Give the records below again exactly, and exclude each picture.

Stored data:
[Start of Attachment]
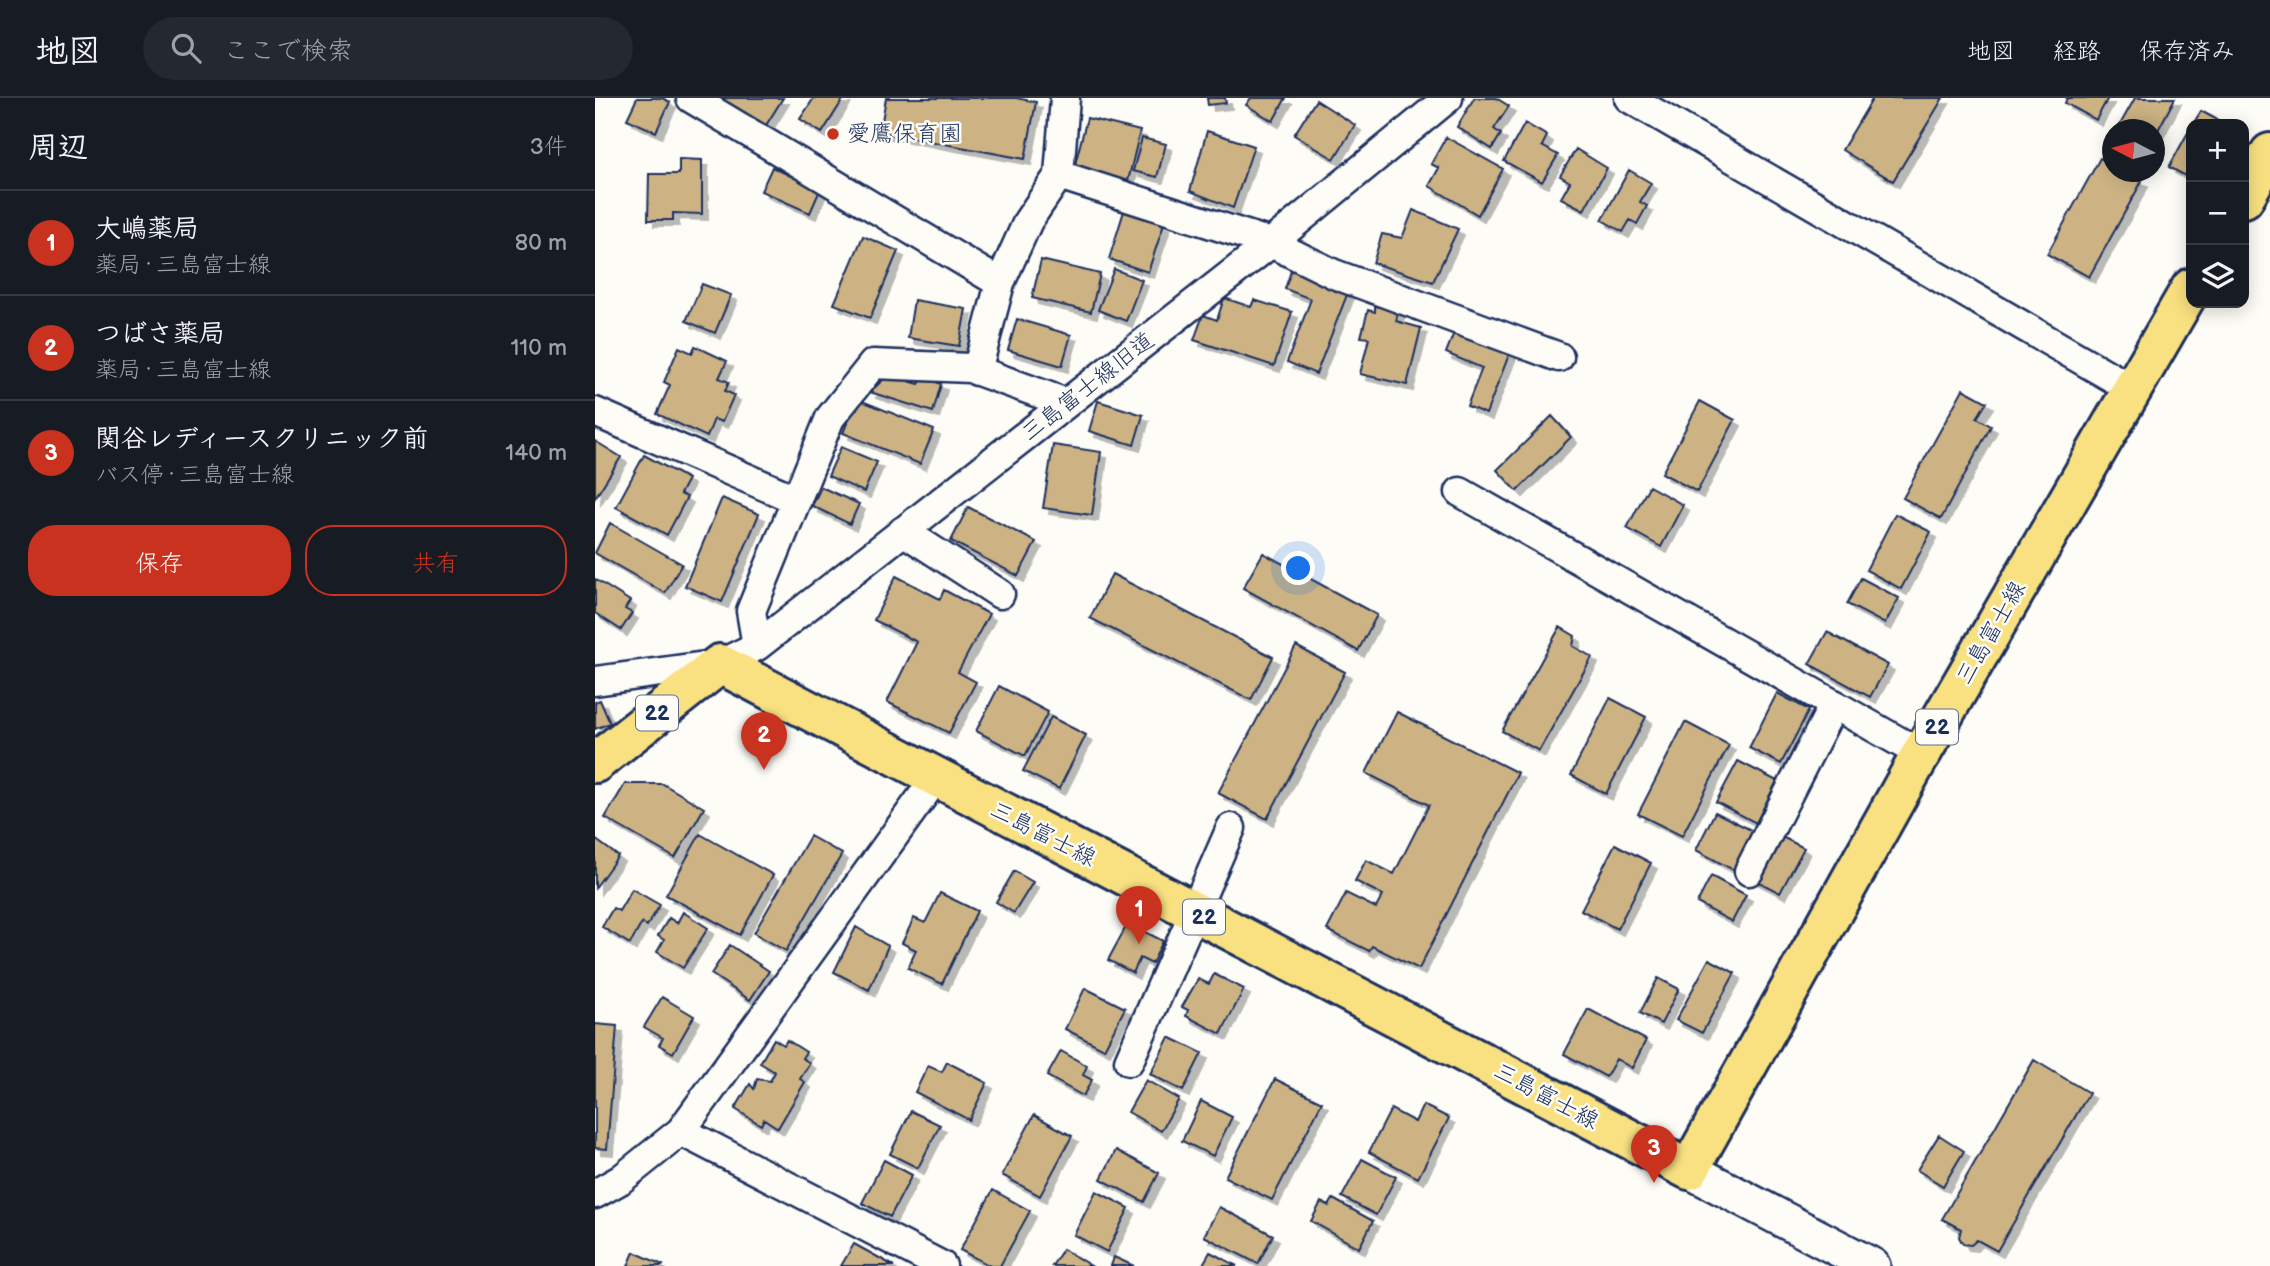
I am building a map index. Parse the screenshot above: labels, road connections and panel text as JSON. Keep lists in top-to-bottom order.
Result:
{
  "streets": {
    "main road": ["三島富士線", "22"],
    "street": ["三島富士線旧道"]
  },
  "crossings": [
    ["三島富士線旧道", "三島富士線"],
    ["三島富士線旧道", "22"],
    ["三島富士線", "22"]
  ],
  "places": ["愛鷹保育園"],
  "north": "left",
  "page": {
    "header": "地図",
    "search": "ここで検索",
    "nav": ["地図", "経路", "保存済み"],
    "heading": ["周辺", "3件"],
    "map_buttons": ["+", "−"],
    "list": [
      {
        "mark": "1",
        "name": "大嶋薬局",
        "note": "薬局 · 三島富士線",
        "value": "80 m"
      },
      {
        "mark": "2",
        "name": "つばさ薬局",
        "note": "薬局 · 三島富士線",
        "value": "110 m"
      },
      {
        "mark": "3",
        "name": "関谷レディースクリニック前",
        "note": "バス停 · 三島富士線",
        "value": "140 m"
      }
    ],
    "buttons": ["保存", "共有"],
    "pins": ["2", "1", "3"]
  }
}
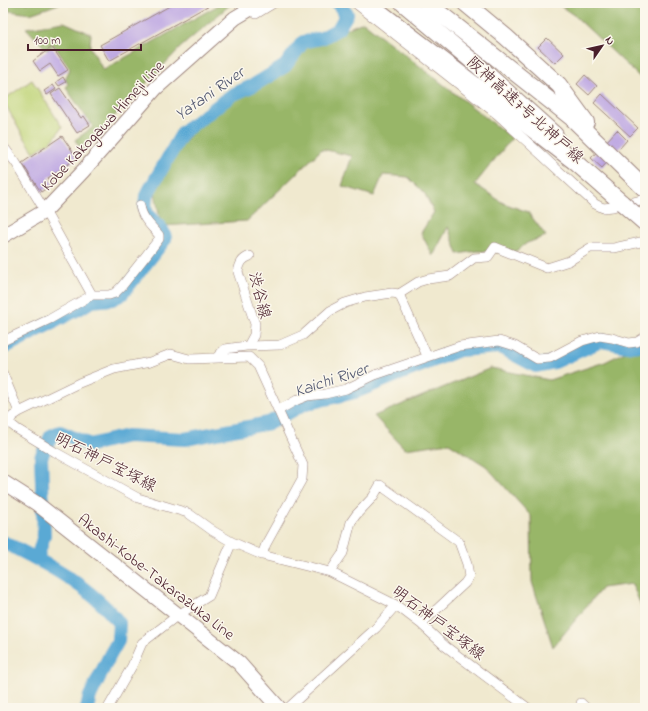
[End of Attachment]
→ SOLUTION TO THIS EXERCISE
I am building a map index. Parse the screenshot above: labels, road connections and panel text as JSON. Keep lists in top-to-bottom order.
Result:
{
  "streets": {
    "main road": ["三島富士線", "22"],
    "street": ["三島富士線旧道"]
  },
  "crossings": [
    ["三島富士線旧道", "三島富士線"],
    ["三島富士線旧道", "22"],
    ["三島富士線", "22"]
  ],
  "places": ["愛鷹保育園"],
  "north": "left",
  "page": {
    "header": "地図",
    "search": "ここで検索",
    "nav": ["地図", "経路", "保存済み"],
    "heading": ["周辺", "3件"],
    "map_buttons": ["+", "−"],
    "list": [
      {
        "mark": "1",
        "name": "大嶋薬局",
        "note": "薬局 · 三島富士線",
        "value": "80 m"
      },
      {
        "mark": "2",
        "name": "つばさ薬局",
        "note": "薬局 · 三島富士線",
        "value": "110 m"
      },
      {
        "mark": "3",
        "name": "関谷レディースクリニック前",
        "note": "バス停 · 三島富士線",
        "value": "140 m"
      }
    ],
    "buttons": ["保存", "共有"],
    "pins": ["2", "1", "3"]
  }
}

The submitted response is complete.